LOGNORM.DIST function

The LOGNORM.DIST function in Excel calculates the logarithmic normal distribution, which is used to model data that is positively skewed and follows a distribution where the logarithm of the variable is normally distributed. This function is particularly useful for modeling data in fields such as finance, economics, and environmental science, where the data tends to have a skewed distribution (i.e., long tail on the right).

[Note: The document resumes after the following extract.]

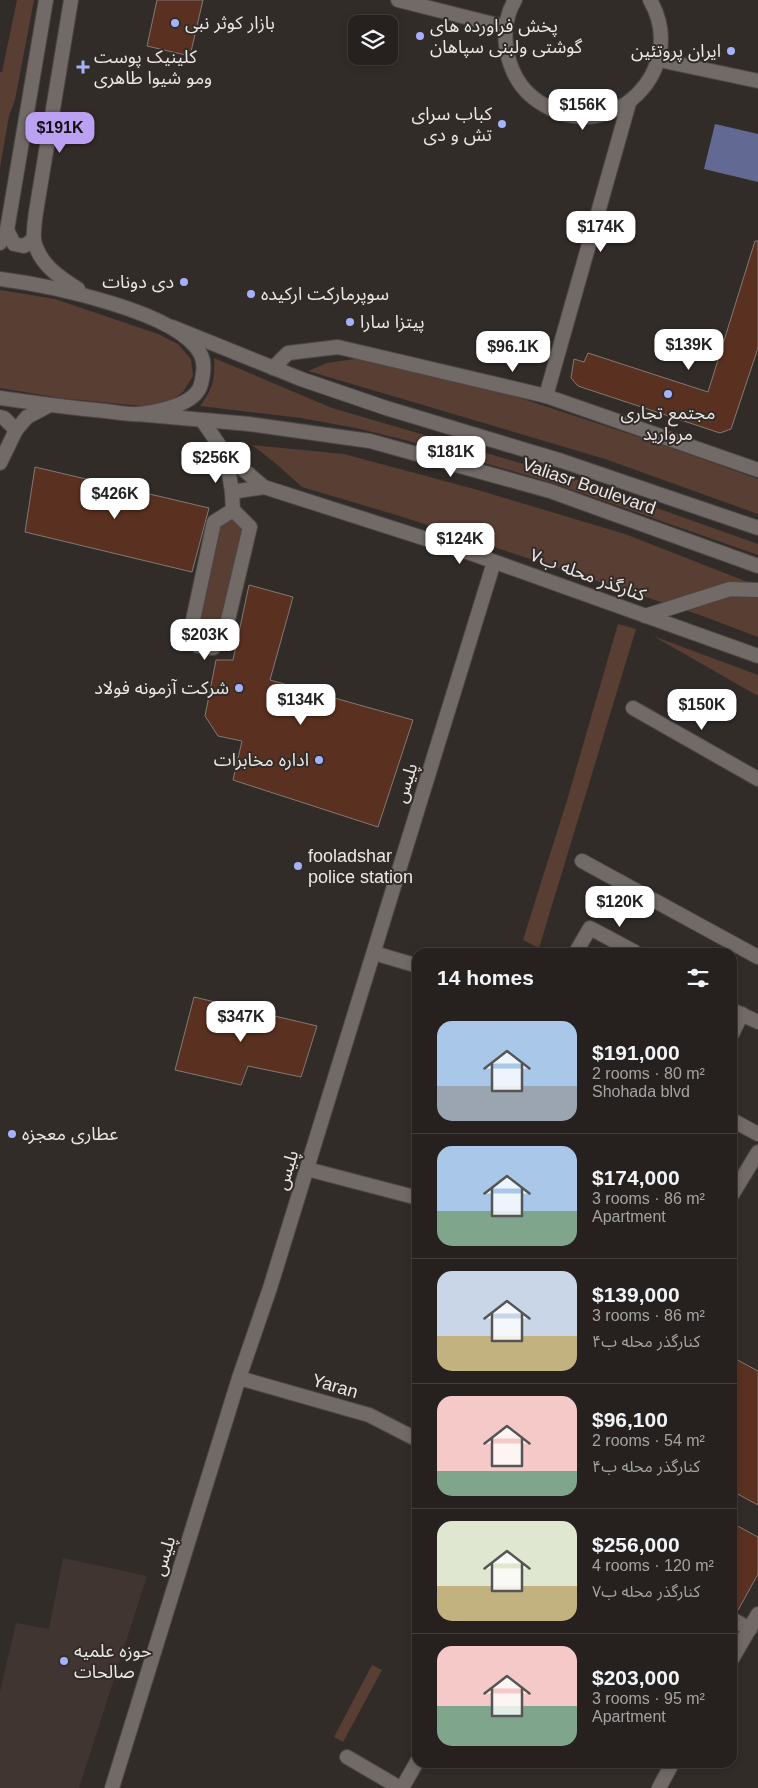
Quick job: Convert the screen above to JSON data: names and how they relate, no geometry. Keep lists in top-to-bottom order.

The log-normal distribution is based on the assumption that the natural logarithm of a variable follows a normal distribution.

Syntax:

LOGNORM.DIST(x, mean, standard_dev, cumulative)

Arguments:

• x: Required. The value for which you want to calculate the log-normal distribution. This must be a positive number because the log-normal distribution is defined only for positive values.
• mean: Required. The mean (average) of the natural logarithm of the distribution (i.e., the mean of the underlying normal distribution).
• standard_dev: Required. The standard deviation of the natural logarithm of the distribution (i.e., the standard deviation of the underlying normal distribution).
• cumulative: Required. A logical value that specifies the type of distribution to return:
  • TRUE: Returns the cumulative distribution function (CDF), which gives the probability that the random variable is less than or equal to $x$.
  • FALSE: Returns the probability density function (PDF), which gives the likelihood that the random variable equals $x$.

Output:

• When cumulative is set to TRUE, LOGNORM.DIST returns the cumulative probability up to the value of $x$, i.e., the area under the curve from $-\infty$ to $x$.
• When cumulative is set to FALSE, it returns the probability density at $x$, i.e., the height of the distribution at $x$.

How It Works:

The LOGNORM.DIST function models a log-normal distribution based on the normal distribution of the natural logarithms of the values. If $Y$ follows a normal distribution, then $X = e^Y$ (i.e., the exponential of $Y$) follows a log-normal distribution.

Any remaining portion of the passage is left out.